[Records drawn from a dataset]
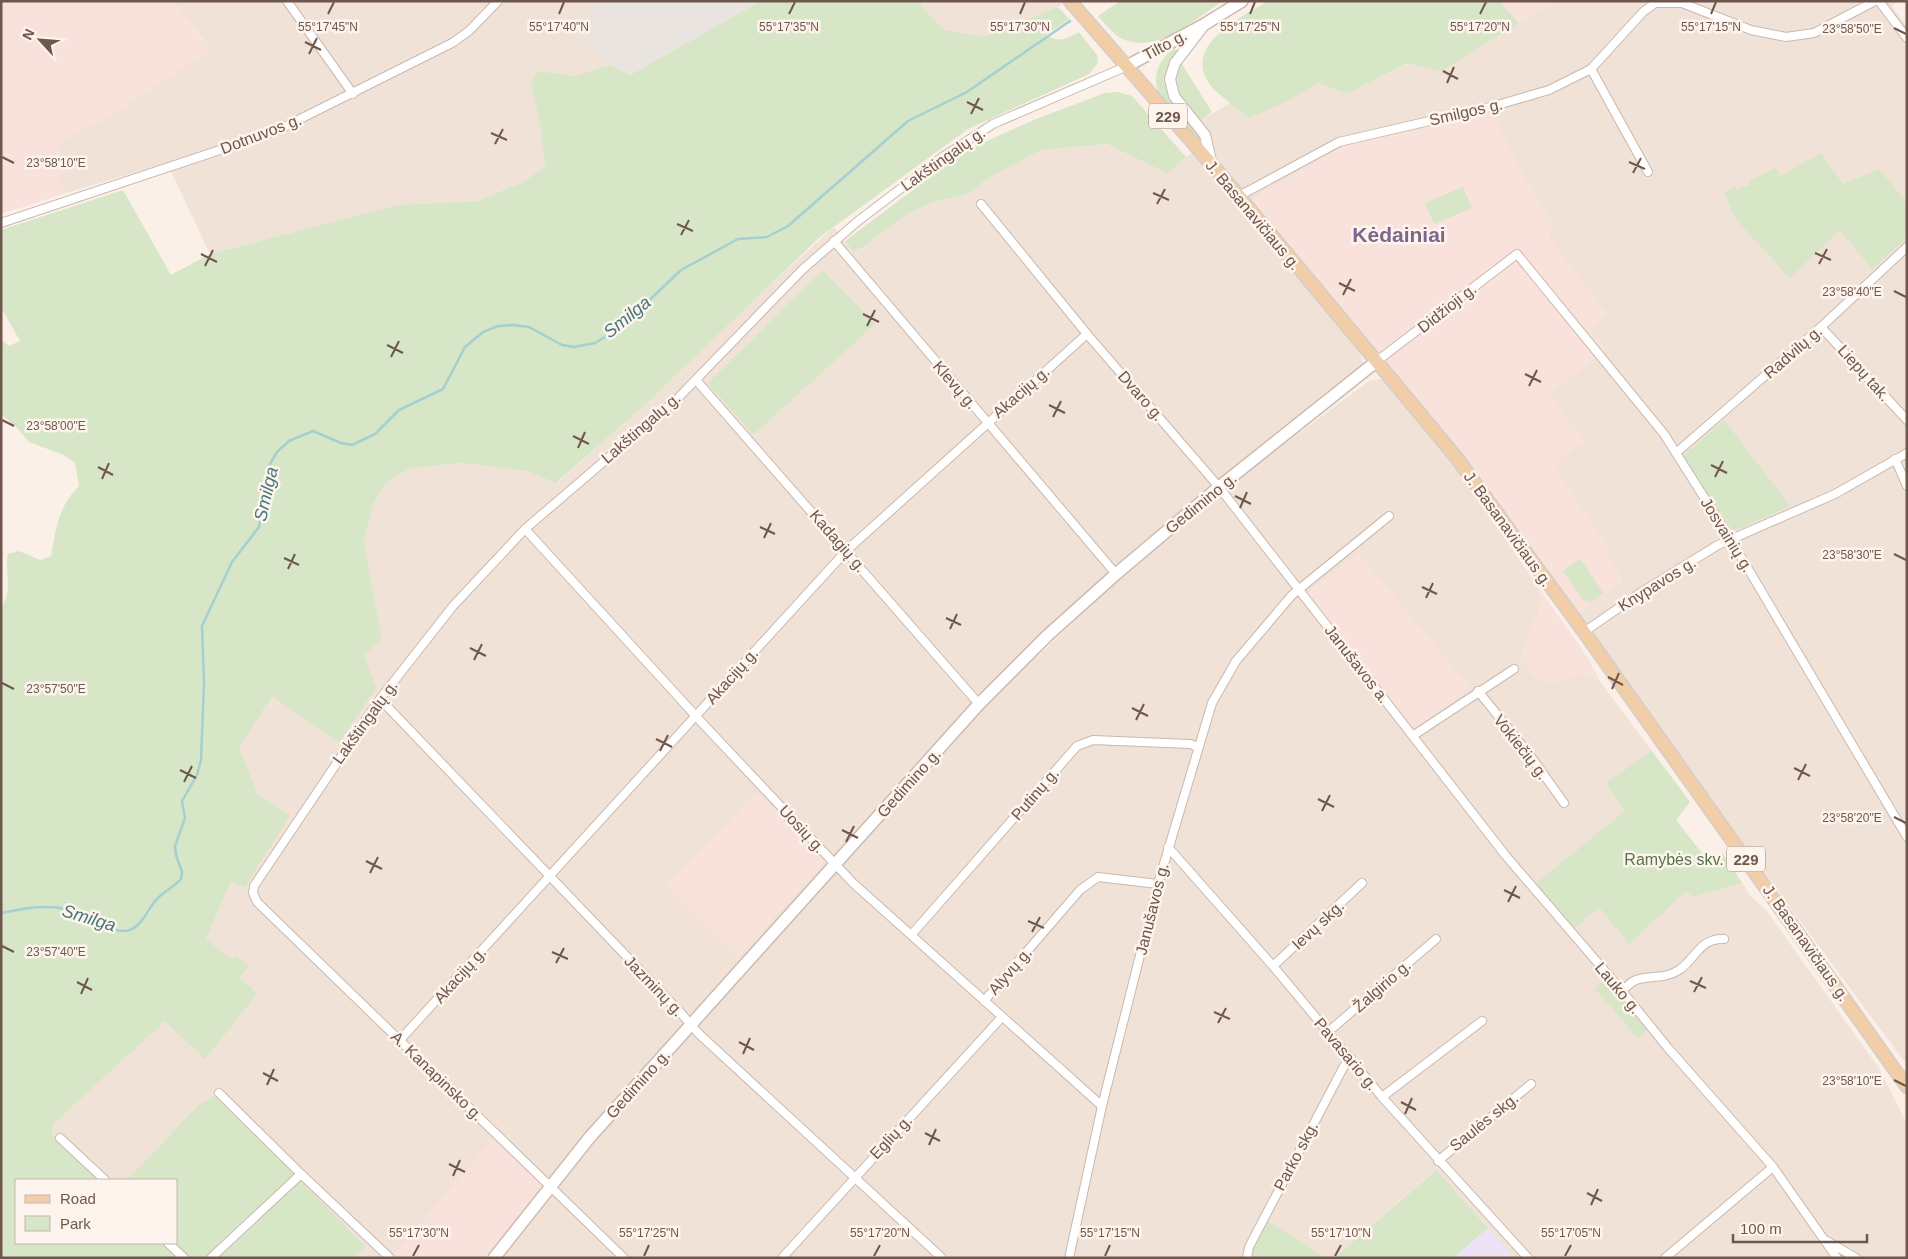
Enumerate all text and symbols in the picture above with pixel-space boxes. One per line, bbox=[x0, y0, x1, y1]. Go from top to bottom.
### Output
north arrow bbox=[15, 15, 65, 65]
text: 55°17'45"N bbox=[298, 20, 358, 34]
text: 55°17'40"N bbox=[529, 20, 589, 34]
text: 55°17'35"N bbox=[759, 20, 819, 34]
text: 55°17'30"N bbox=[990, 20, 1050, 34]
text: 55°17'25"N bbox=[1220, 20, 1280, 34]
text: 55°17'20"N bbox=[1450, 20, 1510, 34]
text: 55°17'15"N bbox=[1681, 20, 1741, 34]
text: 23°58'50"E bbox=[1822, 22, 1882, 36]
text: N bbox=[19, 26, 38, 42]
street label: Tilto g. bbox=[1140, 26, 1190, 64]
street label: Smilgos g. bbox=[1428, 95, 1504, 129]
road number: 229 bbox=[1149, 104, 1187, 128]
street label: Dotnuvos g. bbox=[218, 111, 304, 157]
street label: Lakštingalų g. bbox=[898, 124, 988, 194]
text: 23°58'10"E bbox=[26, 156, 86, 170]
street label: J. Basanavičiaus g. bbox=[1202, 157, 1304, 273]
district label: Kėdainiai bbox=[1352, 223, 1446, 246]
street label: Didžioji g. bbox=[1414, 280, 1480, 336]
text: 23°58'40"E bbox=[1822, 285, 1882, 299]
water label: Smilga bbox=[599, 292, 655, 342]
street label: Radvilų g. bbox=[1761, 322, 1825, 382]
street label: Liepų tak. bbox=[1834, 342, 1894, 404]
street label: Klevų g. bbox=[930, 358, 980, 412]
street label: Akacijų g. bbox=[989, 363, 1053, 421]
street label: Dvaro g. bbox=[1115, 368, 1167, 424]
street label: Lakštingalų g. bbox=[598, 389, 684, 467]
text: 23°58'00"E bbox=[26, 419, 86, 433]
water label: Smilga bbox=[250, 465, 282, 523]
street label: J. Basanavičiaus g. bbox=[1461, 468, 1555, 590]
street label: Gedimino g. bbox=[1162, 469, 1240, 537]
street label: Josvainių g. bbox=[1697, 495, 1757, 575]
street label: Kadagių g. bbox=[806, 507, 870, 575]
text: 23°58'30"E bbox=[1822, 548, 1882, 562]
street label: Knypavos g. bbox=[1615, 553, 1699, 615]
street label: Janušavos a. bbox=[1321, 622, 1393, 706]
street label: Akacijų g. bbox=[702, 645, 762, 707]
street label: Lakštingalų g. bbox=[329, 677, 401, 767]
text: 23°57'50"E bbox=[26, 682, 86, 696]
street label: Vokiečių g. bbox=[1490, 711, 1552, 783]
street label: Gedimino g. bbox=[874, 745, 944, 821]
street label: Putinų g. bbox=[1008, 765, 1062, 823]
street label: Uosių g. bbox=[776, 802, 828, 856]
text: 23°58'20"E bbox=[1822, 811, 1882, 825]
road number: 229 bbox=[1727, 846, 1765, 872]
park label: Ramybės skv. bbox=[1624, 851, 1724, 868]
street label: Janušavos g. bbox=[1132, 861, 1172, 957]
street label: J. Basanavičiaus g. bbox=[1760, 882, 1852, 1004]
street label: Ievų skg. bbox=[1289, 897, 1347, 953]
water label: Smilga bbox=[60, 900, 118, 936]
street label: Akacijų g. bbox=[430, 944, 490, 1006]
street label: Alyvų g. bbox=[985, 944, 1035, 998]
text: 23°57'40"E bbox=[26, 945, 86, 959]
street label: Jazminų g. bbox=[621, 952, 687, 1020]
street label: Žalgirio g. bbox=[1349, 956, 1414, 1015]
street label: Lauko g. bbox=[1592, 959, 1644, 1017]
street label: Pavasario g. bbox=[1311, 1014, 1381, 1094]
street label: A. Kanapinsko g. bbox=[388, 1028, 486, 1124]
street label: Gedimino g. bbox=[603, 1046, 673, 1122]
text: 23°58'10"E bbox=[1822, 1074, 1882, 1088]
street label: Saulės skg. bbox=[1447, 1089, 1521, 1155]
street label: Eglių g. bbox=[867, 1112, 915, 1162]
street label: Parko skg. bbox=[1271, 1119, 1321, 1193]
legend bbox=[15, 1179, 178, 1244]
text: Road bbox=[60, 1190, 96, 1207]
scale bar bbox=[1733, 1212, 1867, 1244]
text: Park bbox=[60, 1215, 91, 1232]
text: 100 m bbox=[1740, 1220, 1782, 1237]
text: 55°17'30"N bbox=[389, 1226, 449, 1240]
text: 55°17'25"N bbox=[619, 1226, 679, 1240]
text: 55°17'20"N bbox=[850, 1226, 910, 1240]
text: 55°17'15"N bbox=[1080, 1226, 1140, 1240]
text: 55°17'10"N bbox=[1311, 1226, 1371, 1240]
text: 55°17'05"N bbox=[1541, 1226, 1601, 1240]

==

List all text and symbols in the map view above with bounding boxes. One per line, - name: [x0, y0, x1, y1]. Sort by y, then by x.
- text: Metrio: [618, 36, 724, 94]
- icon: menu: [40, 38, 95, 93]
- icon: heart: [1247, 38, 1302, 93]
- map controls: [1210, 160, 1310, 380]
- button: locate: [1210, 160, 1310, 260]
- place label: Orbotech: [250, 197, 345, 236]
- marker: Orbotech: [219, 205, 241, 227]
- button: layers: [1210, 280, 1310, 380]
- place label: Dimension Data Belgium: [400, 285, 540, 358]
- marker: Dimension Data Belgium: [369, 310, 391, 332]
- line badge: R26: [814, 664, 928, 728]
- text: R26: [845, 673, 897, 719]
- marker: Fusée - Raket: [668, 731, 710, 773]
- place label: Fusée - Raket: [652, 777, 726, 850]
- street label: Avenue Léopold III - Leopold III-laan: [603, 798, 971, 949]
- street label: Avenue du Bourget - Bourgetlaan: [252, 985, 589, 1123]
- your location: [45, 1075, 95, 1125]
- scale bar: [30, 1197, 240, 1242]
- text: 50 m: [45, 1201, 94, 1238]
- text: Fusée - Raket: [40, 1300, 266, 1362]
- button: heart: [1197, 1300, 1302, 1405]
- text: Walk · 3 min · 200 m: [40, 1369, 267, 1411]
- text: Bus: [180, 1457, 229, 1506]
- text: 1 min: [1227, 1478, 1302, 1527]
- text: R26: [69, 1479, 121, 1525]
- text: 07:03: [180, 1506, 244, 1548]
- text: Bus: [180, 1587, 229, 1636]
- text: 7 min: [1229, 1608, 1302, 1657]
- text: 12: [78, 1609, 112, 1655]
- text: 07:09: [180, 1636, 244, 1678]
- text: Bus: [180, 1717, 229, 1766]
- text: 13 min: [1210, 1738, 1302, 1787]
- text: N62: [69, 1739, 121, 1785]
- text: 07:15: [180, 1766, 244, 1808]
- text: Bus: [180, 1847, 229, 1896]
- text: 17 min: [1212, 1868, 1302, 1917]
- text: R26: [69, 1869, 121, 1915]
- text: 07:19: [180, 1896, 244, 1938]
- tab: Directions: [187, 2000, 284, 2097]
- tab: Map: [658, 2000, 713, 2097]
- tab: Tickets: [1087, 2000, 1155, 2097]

**What you should do**
Show every line from the entries that includes the word "marker".

**Solution to the exercise**
- marker: Orbotech: [219, 205, 241, 227]
- marker: Dimension Data Belgium: [369, 310, 391, 332]
- marker: Fusée - Raket: [668, 731, 710, 773]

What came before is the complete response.